I am trying to turn a awk BEGIN code into a loop. The original code was used to edit data based the value of the "Batch" column and output a file.
This is the original code (that works great):
awk '
BEGIN{
FS=OFS=","
}
FNR==1{
for(i=1;i<=NF;i++){
if($i=="YBr"){
field=i
}
if($i=="NationalCowID"){
value=i
}
}
}
$field==1{
for(i=value+1;i<=NF;i++){
$i="*"
}
}
1
' obvs.csv > obvs1.csv
The above code takes the file obvs.csv that looks like this:
NationalCowID,TestDate,Batch,LN,DIM,YBr,year,CH4,PLS,qtl
206004574,20141208,6,2,92,1,2014,424.4410055,NA,1
206004573,20141209,6,2,93,2,2014,436.4504712,NA,4
206004575,20141207,6,2,91,1,2014,380.94688,NA,6
206004576,20141208,6,2,92,2,2014,424.4410055,NA,7
206004579,20141209,6,2,93,2,2014,436.4504712,NA,8
206004571,20141207,6,2,91,1,2014,380.94688,NA,9
and edits the data to look like this (obvs1.csv):
NationalCowID,TestDate,Batch,LN,DIM,YBr,year,CH4,PLS,qtl
206004574,*,*,*,*,*,*,*,*,*,1
206004573,20141209,6,2,93,2,2014,436.4504712,NA,4
206004575,*,*,*,*,*,*,*,*,*,6
206004576,20141208,6,2,92,2,2014,424.4410055,NA,7
206004579,20141209,6,2,93,2,2014,436.4504712,NA,8
206004571,*,*,*,*,*,*,*,*,*,9
I would like to take this code and turn it into a loop so that a new file is created with the edits begin applied to each value of the "Batch" column(1-6).I've read some examples and the command explanation, but I don't fully understand what each part of the code does.

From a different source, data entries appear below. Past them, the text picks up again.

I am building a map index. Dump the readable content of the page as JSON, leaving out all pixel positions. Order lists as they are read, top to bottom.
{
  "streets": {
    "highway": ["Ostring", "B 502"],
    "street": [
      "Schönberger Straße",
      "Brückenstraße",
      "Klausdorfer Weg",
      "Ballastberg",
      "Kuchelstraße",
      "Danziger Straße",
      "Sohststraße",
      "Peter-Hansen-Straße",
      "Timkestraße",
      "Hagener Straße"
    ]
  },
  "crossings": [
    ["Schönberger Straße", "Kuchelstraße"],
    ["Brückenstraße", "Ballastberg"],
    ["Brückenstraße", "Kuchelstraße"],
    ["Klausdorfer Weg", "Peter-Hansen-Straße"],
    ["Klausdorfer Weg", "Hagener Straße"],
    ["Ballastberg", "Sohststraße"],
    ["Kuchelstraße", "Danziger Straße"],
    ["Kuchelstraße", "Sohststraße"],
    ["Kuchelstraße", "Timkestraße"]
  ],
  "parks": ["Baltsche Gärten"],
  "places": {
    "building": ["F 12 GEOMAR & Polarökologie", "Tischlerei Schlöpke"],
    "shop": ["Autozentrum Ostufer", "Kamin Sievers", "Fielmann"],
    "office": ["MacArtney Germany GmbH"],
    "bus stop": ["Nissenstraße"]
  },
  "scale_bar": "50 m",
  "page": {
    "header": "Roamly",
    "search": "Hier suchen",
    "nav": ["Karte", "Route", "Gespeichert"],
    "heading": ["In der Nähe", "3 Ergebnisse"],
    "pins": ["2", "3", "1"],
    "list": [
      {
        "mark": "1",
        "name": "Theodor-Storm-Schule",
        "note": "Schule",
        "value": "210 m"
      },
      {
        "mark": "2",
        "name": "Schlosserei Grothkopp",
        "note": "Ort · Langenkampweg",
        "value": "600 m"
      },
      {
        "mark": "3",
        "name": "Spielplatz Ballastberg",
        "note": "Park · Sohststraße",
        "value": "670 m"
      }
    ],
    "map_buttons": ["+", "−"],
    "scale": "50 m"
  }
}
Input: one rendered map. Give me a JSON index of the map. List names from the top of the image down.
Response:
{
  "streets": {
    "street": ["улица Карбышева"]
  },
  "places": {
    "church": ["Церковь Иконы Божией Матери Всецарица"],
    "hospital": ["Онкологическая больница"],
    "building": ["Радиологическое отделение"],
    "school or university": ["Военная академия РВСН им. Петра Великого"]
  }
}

For example, how do I code $j compared to the already coded $i? this is the loop I have tried to create:
for j in {1..6}
do
awk '
BEGIN{
FS=OFS=","
}
FNR==$j{
for(i=1;i<=NF;i++){
if($i=="Batch"){
field=i
}
if($i=="NationalCowID"){
value=i
}
}
}
$field==1{
for(i=value+1;i<=NF;i++){
$i="*"
}
}
$j
' obvs.csv > obvs$j.csv
done
In the end I am hoping to have 6 files as follows:
obvs1.csv -> only lines with batch = 1 are edited
obvs2.csv -> only lines with batch = 2 are edited
obvs3.csv-> only lines with batch = 3 are edited
obvs4.csv-> only lines with batch = 4 are edited
obvs5.csv-> only lines with batch = 5 are edited
obvs6.csv-> only lines with batch = 6 are edited
So the file name corresponds to the "Batch" being used as an indicator for which line to edit. i.e. for obvs2.csv, for data lines where Batch equals 2, all columns except for the first and last would be edited to * . So far, I end up with 6 files that are named correctly but the edits within the file are not correct. Any direction/ code explanation is greatly appreciated!